The term “missing middle” was coined by architect Daniel Parolek to describe the dearth of housing types — somewhere between single-family homes and mid-rise multi-family buildings — that would accommodate the needs of a large swath of the middle class.
These underserved households typically earn between 80-120 percent of area median income (roughly $60,500-90,800 in the DC area) and is best typified by millennials and seniors who value the walkability and amenity-rich lifestyle the urban core provides. Their income enables them to afford a monthly mortgage, although likely not a down payment, for a home. Although condominiums posed a viable entry-level housing option prior to the recession, they have fallen out of demand compared to townhouses since the housing recovery.
Developers in DC have been delivering new housing that serves single-person households in order to catch up with that segment of demand; conversely, that demand has begun to plateau while other housing needs go unmet. Members of the ULI panel noted that efforts toward creating housing for the missing middle would de-concentrate poverty east of the Anacostia River while diversifying upper Northwest.
Panelist and former Office of Planning director Harriet Tregoning noted that recent zoning changes to allow by-right accessory dwelling units could go a long way toward creating infill housing that is virtually invisible yet increases density. Conversely, some neighborhoods have been downzoned, which is antithetical to the idea of creating additional housing and increasing density.
Ideally, zoning regulations would be changed to accommodate density of 50 or more dwelling units per acre as a rule of thumb. Various sorts of modular stacked flats, which are rare in the DC area as compared to the south or the western regions of the country, would go a long way toward addressing the missing middle. KTGY Architecture + Planning principal Rohit Anand pointed out that this housing would serve the “urban tribes”: DINKs (Double Income No Kids), WINKs (Women with Income and No Kids), Huppies (Hipster Urban Professionals) and HENRYs (High-Earners, Not Rich Yet).
These tribes prize flexible space above all, desiring the ability to work from home and have space for their family to grow into over time. Panelist Evan Regan-Levine of the JBG Companies said that this flexibility extends beyond just an open floorplan; households may want to be able to rent out a basement, for example, in order to offset their housing costs and supplement what is essentially a taxing investment. Eventually, that rental unit may need to be reincorporated into the household as a workspace, and then again later as a nursery.

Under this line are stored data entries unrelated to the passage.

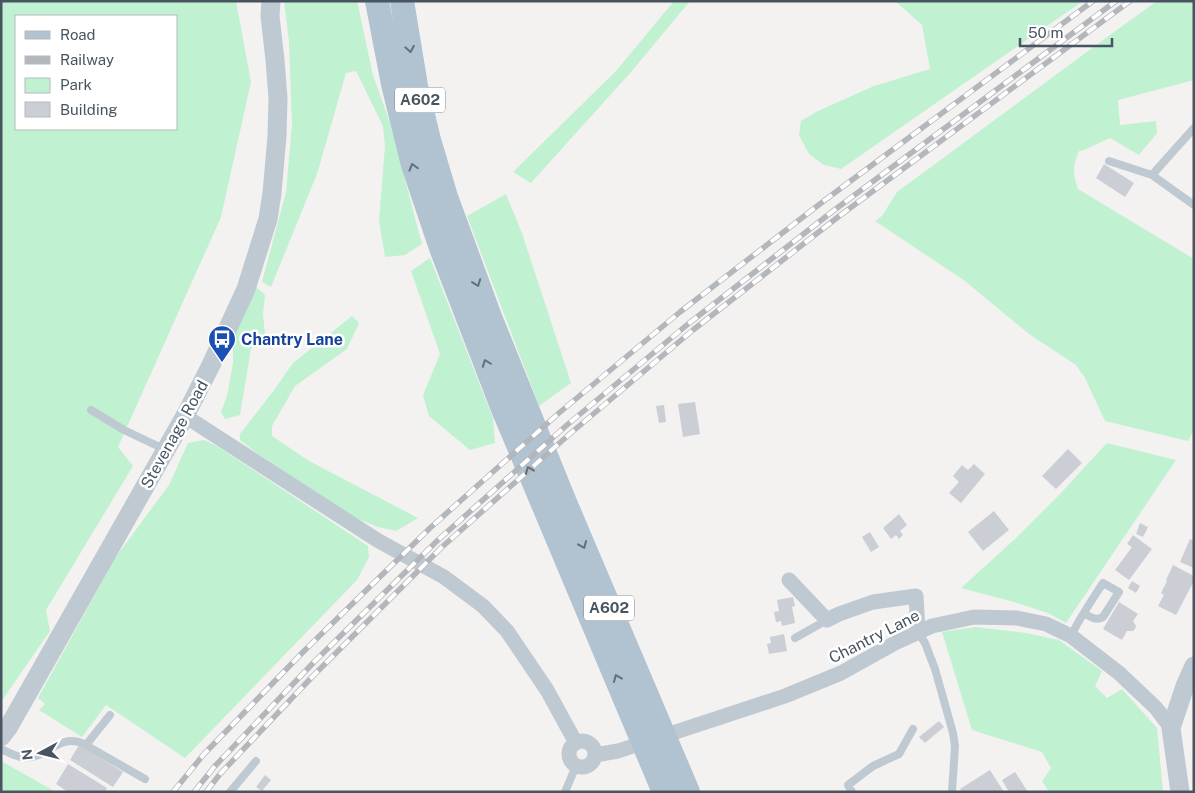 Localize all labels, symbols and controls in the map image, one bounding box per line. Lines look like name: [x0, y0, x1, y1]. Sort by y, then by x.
legend: [15, 15, 178, 130]
scale bar: [1020, 15, 1112, 47]
text: 50 m: [1028, 24, 1063, 41]
text: Road: [60, 26, 96, 43]
one-way arrow: [404, 45, 414, 54]
text: Railway: [60, 51, 114, 68]
text: Park: [60, 76, 92, 93]
road number: A602: [395, 88, 445, 112]
text: Building: [60, 101, 118, 118]
one-way arrow: [409, 163, 419, 171]
one-way arrow: [471, 279, 481, 287]
bus stop icon: Chantry Lane: [207, 324, 237, 363]
place label: Chantry Lane: [241, 330, 343, 349]
one-way arrow: [481, 359, 492, 368]
street label: Stevenage Road: [137, 377, 212, 492]
one-way arrow: [525, 466, 535, 475]
one-way arrow: [576, 540, 587, 549]
road number: A602: [584, 596, 634, 620]
street label: Chantry Lane: [826, 605, 923, 667]
one-way arrow: [612, 674, 623, 683]
north arrow: [15, 728, 65, 778]
text: N: [18, 748, 36, 761]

The panelists agreed that the primary way to address the missing middle is flexible zoning: more mixed-income, mixed-use developments should be created that also incorporate multiple densities within one project, industrial zones should be converted or re-zoned to better integrate residential uses and seamlessly blend live-work situations, and that zoning should be more cognizant of location in order to spread density in neighborhoods west of Rock Creek Park.
In the near-term, the current movement to update the DC Comprehensive Plan poses an opportunity to urge more housing that addresses the needs of the missing middle. The sort of medium-density modular housing that would be most suitable is not something that city-dwellers should feel threatened by or see as antithetical to the character of their neighborhoods; as Regan-Levine notes, it is a “return to form that replicates the urban infill model” that has already been in place in much of the city.